Immune imprinting, breadth of variant recognition and germinal center response in human SARS-CoV-2 infection and vaccination
• Vaccination confers broader IgG binding of variant RBDs than SARS-CoV-2 infection
• Imprinting from initial antigen exposures alters IgG responses to viral variants
• Histology of mRNA vaccinee lymph nodes shows abundant germinal centers
• Vaccine spike antigen and mRNA persist for weeks in lymph node germinal centers
During the SARS-CoV-2 pandemic, novel and traditional vaccine strategies have been deployed globally. We investigated whether antibodies stimulated by mRNA vaccination (BNT162b2), including 3rd dose boosting, differ from those generated by infection or adenoviral (ChAdOx1-S and Gam-COVID-Vac) or inactivated viral (BBIBP-CorV) vaccines.

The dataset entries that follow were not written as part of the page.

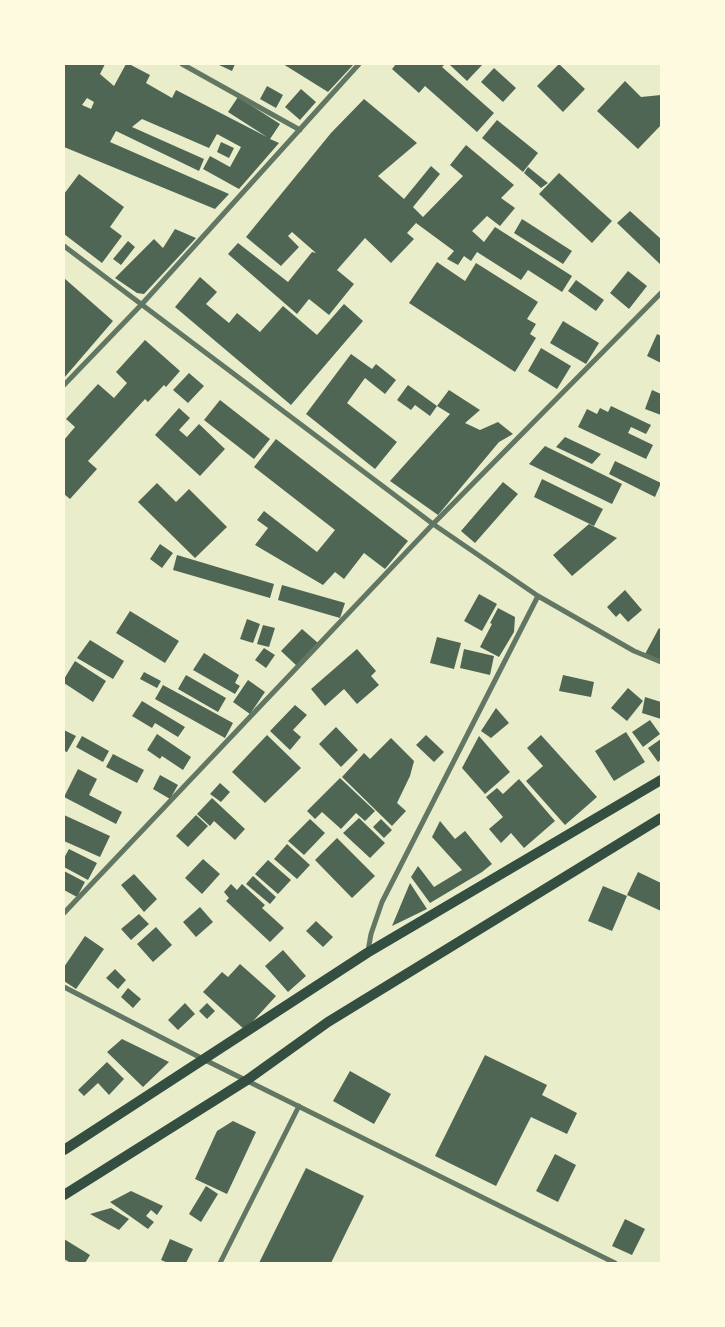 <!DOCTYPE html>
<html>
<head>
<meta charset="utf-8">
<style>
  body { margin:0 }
  #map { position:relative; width:725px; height:1327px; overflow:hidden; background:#e9edc9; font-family:"Playfair Display",serif }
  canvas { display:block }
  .frame { position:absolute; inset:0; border:65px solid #fefae0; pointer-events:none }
</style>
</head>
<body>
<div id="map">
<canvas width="725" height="1327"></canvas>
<div class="frame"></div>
</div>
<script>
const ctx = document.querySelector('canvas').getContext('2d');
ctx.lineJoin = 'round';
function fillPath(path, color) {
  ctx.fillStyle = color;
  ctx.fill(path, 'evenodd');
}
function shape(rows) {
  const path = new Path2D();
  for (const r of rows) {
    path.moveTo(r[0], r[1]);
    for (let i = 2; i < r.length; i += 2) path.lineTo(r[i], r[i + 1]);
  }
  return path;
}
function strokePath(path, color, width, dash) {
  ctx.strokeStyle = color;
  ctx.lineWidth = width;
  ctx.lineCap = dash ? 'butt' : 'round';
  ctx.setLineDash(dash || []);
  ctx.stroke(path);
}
const building = shape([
  [64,64,105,64,100,74,114,86,126,64,129,64,150,75,146,83,172,98,176,90,267,137,228,112,238,97,280,124,270,139,279,143,239,189,203,169,210,156,230,167,241,147,217,134,209,148,142,119,132,127,204,159,199,171,116,131,110,142,229,194,215,209,64,147],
  [87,98,94,102,91,109,82,105],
  [217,64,235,64,232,71],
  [283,64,354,64,328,92],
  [396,64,445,64,442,67,494,113,477,132,425,86,419,93,392,69],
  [451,64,483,64,467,81,450,65],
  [559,64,585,89,563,112,537,86],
  [494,68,516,88,503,102,481,82],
  [625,81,641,97,661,95,661,125,638,149,597,111],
  [267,86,283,95,276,108,260,99],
  [301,89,316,102,300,120,285,107],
  [364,99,417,143,378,176,404,199,431,166,440,174,413,207,423,217,463,176,450,165,466,145,514,185,501,198,515,208,500,226,487,216,472,231,484,242,495,227,572,276,562,292,528,270,521,280,477,252,471,261,464,256,458,265,447,259,454,251,416,223,407,233,414,239,391,263,365,238,337,270,354,284,329,315,309,299,297,314,228,254,238,243,288,282,312,252,316,253,292,232,288,236,299,247,281,266,246,237,331,133],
  [497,120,538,153,523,172,482,138],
  [221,142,234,148,229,158,217,152],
  [528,167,548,183,541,188,524,173],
  [559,173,612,221,592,243,539,194],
  [79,174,124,207,110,227,122,236,102,263,64,234,64,194],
  [630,211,661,239,661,265,617,223],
  [522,219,572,251,563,264,514,233],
  [175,229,196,238,144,294,137,293,115,278,154,239,163,248],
  [128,241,135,247,121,265,113,259],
  [437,262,465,281,476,263,538,302,527,319,536,324,530,334,536,338,515,372,409,303],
  [628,271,647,286,629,309,610,293],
  [200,277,217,292,206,304,229,323,237,313,260,332,283,306,317,335,344,304,363,321,291,405,175,307],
  [64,278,113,321,64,378],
  [576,280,604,300,596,311,568,291],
  [563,321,599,343,586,364,550,343],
  [657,334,661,336,661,363,647,356],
  [145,340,180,371,166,387,164,385,148,402,145,399,88,461,97,469,70,499,64,494,64,440,75,427,66,419,98,384,114,398,127,383,116,372],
  [541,348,571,366,557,389,528,371],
  [351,354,372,369,376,364,396,380,385,394,365,378,347,403,397,442,375,469,306,414],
  [189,373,204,386,188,403,173,390],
  [408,385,437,406,430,416,415,405,411,410,397,400],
  [449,390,480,410,465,423,480,430,498,422,513,434,499,442,438,515,390,481,450,414,437,406],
  [652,390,661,394,661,415,645,409],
  [220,400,270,439,254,459,204,420],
  [611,406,651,425,646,434,631,427,628,433,653,445,646,459,578,427,587,409,597,414,600,408,608,412],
  [179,408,190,418,179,430,187,437,199,424,225,449,200,476,155,435],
  [565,437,601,454,592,464,556,447],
  [276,439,408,541,385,569,364,553,344,579,335,572,323,585,255,545,268,528,257,520,264,511,317,552,335,530,254,467],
  [545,446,622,484,612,504,529,464],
  [615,461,661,483,655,497,609,474],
  [542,479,603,509,594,526,534,497],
  [503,482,518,494,475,543,461,531],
  [157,483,176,502,189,489,227,527,195,558,138,502],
  [589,524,617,538,572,576,553,555],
  [160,544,173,553,162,568,150,559],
  [177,555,274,584,270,598,173,570],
  [282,585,345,603,340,618,278,600],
  [625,590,642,610,628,622,620,613,616,617,607,607],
  [479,594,497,604,482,631,464,621],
  [498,608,515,617,514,632,499,657,480,647,492,624,490,623],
  [130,611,179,641,165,663,116,633],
  [247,619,260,624,253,643,240,639],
  [263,625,275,628,269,647,257,644],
  [659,628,661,630,661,660,645,654],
  [302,629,318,643,297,666,281,651],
  [437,637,461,643,454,669,430,663],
  [90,640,124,661,113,679,77,658],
  [264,648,275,655,266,668,255,660],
  [357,649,376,671,371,676,379,685,357,704,344,689,325,706,311,689],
  [464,649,494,656,490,675,460,668],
  [204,653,239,675,235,683,240,686,235,694,193,670],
  [75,661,106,681,93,702,64,683,64,679],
  [144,672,161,681,157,688,140,679],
  [186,675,226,698,218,712,178,689],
  [563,675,594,682,591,697,559,691],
  [248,680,265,692,250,714,233,702],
  [163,685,233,723,225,738,155,699],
  [628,688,643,701,627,721,611,708],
  [645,697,661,702,661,719,642,713],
  [142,701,185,727,178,737,155,723,152,728,132,716],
  [295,705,307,715,293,730,301,737,290,750,270,731],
  [496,708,509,723,491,738,481,731],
  [650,720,660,734,643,747,632,732],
  [336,727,358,750,341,767,319,744],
  [64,730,76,736,67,752,64,751],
  [626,732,645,762,614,781,595,751],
  [157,734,191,757,183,770,162,756,160,759,147,750],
  [267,735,301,768,265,803,232,772],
  [426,735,444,752,434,762,416,745],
  [541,735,597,797,565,825,526,781,543,766,527,748],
  [82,736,109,751,103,762,76,747],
  [479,736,510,772,485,794,462,768],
  [391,738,414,761,410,776,397,803,406,811,392,826,342,777,364,753,370,759],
  [661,739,661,759,658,762,648,748],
  [113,754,144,770,137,783,106,767],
  [78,769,97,779,89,795,122,812,116,824,64,797],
  [160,775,178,785,170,799,153,789],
  [340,778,375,811,365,821,356,813,341,829,322,812,315,819,307,811],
  [519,779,555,821,524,848,511,833,501,843,489,829,503,817,486,797,497,788,503,794],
  [220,783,230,792,221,802,210,794],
  [212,798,245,829,235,840,214,821,210,826,197,814],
  [64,815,110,836,100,857,64,841],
  [196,815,208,826,188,847,176,836],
  [359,818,385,843,370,858,343,833],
  [310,819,325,833,304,855,288,841],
  [381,819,392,830,384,838,373,827],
  [440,821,455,839,465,831,492,864,482,872,430,903,411,877,418,866,434,887,462,870,432,837],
  [337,838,375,876,352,898,315,860],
  [287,844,310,865,297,879,274,859],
  [69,849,97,863,88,880,64,867,64,858],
  [203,859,220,874,202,894,185,878],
  [268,860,291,880,278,894,255,874],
  [64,871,85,882,77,897,64,890],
  [638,872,661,883,661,911,627,895],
  [134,874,157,899,144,912,121,885],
  [253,876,276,897,270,904,246,884],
  [410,883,427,909,392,926],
  [231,884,237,890,242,884,265,905,262,908,284,928,270,942,226,901,229,898,224,892],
  [603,886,627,896,612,931,588,921],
  [200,907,213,922,196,937,183,922],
  [139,914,149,924,131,940,121,929],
  [316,921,333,937,323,947,306,931],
  [156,927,172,945,153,962,137,944],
  [85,936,104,949,76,989,64,981,64,967],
  [283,950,306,976,288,992,265,966],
  [240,964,276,996,245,1030,203,992,222,972,228,977],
  [115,969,126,980,118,989,106,978],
  [128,988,141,999,133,1008,121,997],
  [185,1003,195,1014,178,1030,168,1020],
  [207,1003,215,1011,207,1019,199,1011],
  [122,1039,169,1062,143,1087,107,1052],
  [485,1055,547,1085,542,1095,577,1113,567,1134,531,1117,496,1186,435,1156],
  [107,1062,124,1079,109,1095,98,1083,84,1096,78,1090],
  [350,1071,391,1094,374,1124,333,1101],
  [233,1121,256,1132,227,1194,195,1179,217,1131],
  [555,1154,576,1165,558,1202,536,1191],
  [306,1168,364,1196,331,1263,259,1263],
  [206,1186,218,1194,201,1222,189,1214],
  [131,1191,163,1206,157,1215,151,1210,146,1216,154,1222,148,1229,110,1202],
  [111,1208,129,1219,119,1230,90,1214],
  [625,1219,645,1229,632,1255,612,1246],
  [64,1239,90,1255,85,1263,71,1263,64,1259],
  [170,1239,193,1249,186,1263,168,1263,161,1260]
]);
const minor = shape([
  [182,64,300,130],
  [64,246,433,524,538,596,634,651,661,662],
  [64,385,142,304,359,64],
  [64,913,433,524,661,293],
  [368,951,371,934,382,902,538,596],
  [64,987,203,1059,615,1263],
  [220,1263,299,1106]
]);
const secondary = shape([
  [64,1150,367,953,661,780],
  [64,1195,247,1080,328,1022,661,818]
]);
fillPath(building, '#4f6655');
strokePath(minor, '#617663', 5);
strokePath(secondary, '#344e41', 10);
</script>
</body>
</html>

We analyzed human lymph nodes after infection or mRNA vaccination for correlates of serological differences. Antibody breadth against viral variants is less after infection compared to all vaccines evaluated, but improves over several months. Viral variant infection elicits variant-specific antibodies, but prior mRNA vaccination imprints serological responses toward Wuhan-Hu-1 rather than variant antigens. In contrast to disrupted germinal centers (GCs) in lymph nodes during infection, mRNA vaccination stimulates robust GCs containing vaccine mRNA and spike antigen up to 8 weeks post-vaccination in some cases. SARS-CoV-2 antibody specificity, breadth and maturation are affected by imprinting from exposure history, and distinct histological and antigenic contexts in infection compared to vaccination.